Write down exactly the lines of the records below, beginning with the first and ending with the line that includes "0 #a4b3ae) drop-shadow(-2px".

Stored data:

----

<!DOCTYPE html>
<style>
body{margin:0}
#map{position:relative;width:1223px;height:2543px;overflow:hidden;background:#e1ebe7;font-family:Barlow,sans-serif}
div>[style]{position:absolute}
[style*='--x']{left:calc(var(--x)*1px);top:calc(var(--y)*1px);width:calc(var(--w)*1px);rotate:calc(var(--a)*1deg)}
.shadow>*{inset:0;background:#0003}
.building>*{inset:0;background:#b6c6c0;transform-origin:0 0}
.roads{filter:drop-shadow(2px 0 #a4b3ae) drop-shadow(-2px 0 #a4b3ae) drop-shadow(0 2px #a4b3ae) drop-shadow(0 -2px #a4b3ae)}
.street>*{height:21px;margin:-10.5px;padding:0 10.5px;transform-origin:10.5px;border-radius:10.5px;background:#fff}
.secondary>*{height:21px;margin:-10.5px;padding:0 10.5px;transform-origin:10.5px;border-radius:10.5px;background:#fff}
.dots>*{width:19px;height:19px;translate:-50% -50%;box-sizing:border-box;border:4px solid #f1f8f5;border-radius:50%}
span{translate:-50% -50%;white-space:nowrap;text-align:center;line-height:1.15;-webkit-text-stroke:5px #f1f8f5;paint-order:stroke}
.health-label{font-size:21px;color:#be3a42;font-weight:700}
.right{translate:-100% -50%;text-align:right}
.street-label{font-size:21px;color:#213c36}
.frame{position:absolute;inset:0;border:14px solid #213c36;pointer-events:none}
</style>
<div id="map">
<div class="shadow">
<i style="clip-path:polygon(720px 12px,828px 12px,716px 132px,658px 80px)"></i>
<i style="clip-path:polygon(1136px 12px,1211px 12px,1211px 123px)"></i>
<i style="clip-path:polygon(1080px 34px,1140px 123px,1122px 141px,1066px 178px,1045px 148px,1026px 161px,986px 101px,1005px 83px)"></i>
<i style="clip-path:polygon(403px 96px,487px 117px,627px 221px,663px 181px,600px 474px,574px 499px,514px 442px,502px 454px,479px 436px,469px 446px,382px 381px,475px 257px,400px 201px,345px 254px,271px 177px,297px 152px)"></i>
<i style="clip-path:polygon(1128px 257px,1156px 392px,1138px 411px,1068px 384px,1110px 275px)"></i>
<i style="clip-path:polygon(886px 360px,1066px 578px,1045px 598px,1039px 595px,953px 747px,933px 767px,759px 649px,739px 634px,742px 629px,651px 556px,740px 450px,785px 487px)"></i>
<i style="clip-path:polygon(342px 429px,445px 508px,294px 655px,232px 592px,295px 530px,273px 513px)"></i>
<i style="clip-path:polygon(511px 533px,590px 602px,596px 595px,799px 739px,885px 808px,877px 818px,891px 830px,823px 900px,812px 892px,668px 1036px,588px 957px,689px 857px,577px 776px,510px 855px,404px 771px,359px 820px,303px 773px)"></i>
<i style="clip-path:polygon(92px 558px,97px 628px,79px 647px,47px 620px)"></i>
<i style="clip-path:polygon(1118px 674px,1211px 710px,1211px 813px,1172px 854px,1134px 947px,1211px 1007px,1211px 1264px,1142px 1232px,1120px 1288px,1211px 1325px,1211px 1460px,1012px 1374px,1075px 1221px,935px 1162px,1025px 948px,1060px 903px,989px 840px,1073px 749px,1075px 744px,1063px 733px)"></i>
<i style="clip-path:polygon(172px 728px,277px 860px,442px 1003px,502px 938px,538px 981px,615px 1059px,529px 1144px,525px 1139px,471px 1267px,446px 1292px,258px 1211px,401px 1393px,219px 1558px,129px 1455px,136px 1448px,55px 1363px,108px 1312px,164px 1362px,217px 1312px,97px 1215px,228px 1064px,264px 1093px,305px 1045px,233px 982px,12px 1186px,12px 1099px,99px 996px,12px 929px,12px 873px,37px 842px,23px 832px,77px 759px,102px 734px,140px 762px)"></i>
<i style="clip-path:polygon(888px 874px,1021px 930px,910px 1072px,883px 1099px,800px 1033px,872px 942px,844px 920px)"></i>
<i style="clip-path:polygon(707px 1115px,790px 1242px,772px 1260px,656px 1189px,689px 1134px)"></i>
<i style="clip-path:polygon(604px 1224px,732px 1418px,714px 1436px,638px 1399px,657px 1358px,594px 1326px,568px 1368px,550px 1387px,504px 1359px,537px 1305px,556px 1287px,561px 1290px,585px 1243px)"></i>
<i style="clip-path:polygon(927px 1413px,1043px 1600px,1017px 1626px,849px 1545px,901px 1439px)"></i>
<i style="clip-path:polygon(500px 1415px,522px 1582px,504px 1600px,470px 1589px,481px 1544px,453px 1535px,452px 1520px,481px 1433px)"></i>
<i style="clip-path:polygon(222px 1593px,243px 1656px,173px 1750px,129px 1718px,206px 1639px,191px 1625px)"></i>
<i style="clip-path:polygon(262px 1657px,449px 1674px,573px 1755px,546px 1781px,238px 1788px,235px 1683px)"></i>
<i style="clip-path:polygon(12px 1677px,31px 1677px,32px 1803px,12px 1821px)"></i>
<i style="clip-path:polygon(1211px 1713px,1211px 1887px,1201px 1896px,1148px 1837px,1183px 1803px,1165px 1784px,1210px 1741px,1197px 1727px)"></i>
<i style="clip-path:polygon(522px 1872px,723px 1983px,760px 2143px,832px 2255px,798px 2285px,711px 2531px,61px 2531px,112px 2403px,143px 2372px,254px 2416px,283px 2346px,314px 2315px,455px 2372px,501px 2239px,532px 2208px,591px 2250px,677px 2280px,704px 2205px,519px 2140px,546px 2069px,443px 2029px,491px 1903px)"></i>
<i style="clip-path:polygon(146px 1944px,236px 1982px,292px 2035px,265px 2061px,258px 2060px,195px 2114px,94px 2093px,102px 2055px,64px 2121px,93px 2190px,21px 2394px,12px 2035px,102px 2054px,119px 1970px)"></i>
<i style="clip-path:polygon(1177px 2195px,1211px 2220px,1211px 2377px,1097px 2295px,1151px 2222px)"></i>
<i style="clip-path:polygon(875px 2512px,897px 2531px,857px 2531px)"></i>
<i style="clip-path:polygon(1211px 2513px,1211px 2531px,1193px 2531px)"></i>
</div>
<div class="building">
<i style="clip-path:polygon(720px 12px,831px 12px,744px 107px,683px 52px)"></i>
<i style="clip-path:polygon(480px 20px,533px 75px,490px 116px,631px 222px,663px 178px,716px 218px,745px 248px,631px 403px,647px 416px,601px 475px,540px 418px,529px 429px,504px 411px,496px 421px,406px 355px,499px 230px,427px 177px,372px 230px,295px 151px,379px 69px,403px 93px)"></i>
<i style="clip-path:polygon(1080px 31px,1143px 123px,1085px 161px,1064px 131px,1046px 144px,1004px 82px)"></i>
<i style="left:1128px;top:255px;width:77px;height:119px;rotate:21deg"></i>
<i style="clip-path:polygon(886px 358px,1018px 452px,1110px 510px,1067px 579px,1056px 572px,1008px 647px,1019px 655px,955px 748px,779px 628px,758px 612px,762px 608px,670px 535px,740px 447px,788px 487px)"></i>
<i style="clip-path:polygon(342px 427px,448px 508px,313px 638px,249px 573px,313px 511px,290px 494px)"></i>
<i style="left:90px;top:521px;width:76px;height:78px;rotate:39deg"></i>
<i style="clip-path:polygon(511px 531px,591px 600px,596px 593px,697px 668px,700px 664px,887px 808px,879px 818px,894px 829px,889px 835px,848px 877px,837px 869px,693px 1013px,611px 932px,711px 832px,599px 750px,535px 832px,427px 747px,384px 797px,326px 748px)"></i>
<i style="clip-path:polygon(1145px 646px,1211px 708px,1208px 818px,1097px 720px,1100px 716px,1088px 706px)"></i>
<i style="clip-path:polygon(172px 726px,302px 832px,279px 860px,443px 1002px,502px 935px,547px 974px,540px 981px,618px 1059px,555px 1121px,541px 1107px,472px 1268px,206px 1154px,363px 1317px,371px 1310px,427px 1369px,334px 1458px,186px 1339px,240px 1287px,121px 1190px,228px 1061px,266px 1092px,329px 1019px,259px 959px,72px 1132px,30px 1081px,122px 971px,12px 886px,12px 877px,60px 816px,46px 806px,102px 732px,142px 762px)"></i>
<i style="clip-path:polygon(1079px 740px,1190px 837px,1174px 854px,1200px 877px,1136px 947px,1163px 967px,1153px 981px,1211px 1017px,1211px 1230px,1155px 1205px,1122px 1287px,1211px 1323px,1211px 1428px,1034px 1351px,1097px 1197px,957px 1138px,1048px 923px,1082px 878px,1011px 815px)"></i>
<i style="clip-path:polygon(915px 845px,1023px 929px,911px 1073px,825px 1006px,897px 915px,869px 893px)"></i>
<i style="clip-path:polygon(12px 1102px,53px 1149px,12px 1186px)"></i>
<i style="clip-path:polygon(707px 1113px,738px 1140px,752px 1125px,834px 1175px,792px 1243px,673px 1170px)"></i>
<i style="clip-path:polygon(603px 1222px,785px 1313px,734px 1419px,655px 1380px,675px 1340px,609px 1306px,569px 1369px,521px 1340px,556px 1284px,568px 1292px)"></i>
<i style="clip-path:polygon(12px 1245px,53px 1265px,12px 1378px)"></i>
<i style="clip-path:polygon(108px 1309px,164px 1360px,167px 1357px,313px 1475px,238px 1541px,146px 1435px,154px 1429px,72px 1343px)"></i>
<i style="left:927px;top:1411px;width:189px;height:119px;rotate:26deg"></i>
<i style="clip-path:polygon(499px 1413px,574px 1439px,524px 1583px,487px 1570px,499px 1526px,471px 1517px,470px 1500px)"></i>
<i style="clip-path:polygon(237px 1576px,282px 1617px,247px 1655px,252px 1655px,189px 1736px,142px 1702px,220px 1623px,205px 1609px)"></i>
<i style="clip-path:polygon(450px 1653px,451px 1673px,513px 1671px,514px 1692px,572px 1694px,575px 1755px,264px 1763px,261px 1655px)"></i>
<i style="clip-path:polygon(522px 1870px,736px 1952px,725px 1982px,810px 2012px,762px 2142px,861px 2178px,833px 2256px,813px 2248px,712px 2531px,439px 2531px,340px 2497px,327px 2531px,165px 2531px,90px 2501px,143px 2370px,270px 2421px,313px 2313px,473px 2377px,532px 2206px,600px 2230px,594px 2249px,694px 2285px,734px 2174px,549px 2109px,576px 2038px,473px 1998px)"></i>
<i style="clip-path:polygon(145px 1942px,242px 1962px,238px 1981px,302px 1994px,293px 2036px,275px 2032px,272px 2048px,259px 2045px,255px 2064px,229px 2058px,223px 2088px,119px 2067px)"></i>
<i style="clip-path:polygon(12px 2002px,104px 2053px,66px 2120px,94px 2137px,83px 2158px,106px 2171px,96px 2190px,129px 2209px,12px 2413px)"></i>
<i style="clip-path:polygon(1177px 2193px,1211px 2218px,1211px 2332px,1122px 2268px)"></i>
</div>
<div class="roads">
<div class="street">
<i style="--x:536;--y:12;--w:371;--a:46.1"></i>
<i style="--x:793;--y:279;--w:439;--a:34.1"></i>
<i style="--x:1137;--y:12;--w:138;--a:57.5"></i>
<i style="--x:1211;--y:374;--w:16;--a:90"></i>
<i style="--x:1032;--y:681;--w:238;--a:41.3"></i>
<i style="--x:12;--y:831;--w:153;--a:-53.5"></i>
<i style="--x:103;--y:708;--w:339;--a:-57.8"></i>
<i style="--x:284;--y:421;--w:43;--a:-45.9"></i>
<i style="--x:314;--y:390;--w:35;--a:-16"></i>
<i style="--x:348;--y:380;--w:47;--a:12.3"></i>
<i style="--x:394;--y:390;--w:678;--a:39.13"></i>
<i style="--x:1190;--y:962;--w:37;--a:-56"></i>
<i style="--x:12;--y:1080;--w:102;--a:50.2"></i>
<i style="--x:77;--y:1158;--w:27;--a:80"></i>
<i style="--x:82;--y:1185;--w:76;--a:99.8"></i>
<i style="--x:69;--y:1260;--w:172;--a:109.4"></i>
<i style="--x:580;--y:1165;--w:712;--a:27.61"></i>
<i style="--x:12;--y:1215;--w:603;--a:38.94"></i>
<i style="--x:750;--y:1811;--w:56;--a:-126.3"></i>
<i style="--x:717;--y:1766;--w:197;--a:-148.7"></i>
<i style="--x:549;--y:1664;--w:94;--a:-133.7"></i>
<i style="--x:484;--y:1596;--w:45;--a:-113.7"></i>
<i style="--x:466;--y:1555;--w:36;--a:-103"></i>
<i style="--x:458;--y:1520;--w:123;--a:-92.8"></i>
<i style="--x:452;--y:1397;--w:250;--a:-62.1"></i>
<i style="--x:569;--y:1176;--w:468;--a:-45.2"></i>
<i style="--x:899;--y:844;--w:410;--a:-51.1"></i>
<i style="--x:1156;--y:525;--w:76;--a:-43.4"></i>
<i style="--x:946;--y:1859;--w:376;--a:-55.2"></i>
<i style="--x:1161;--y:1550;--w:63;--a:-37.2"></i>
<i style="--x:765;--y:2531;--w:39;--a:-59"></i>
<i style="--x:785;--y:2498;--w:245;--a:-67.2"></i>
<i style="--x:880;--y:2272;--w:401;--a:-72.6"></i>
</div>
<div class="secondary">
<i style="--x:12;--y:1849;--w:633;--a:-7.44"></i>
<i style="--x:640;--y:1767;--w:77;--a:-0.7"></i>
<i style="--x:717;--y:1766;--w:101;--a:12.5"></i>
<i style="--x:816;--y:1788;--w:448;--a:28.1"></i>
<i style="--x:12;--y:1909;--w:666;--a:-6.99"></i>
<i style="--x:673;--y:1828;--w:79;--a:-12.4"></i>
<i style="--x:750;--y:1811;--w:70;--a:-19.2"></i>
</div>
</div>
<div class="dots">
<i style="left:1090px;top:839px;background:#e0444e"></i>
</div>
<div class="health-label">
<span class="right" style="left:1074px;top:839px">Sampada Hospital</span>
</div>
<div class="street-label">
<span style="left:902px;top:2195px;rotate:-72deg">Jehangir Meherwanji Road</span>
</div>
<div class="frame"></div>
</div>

----

- _Finished task_
<!DOCTYPE html>
<style>
body{margin:0}
#map{position:relative;width:1223px;height:2543px;overflow:hidden;background:#e1ebe7;font-family:Barlow,sans-serif}
div>[style]{position:absolute}
[style*='--x']{left:calc(var(--x)*1px);top:calc(var(--y)*1px);width:calc(var(--w)*1px);rotate:calc(var(--a)*1deg)}
.shadow>*{inset:0;background:#0003}
.building>*{inset:0;background:#b6c6c0;transform-origin:0 0}
.roads{filter:drop-shadow(2px 0 #a4b3ae) drop-shadow(-2px 0 #a4b3ae) drop-shadow(0 2px #a4b3ae) drop-shadow(0 -2px #a4b3ae)}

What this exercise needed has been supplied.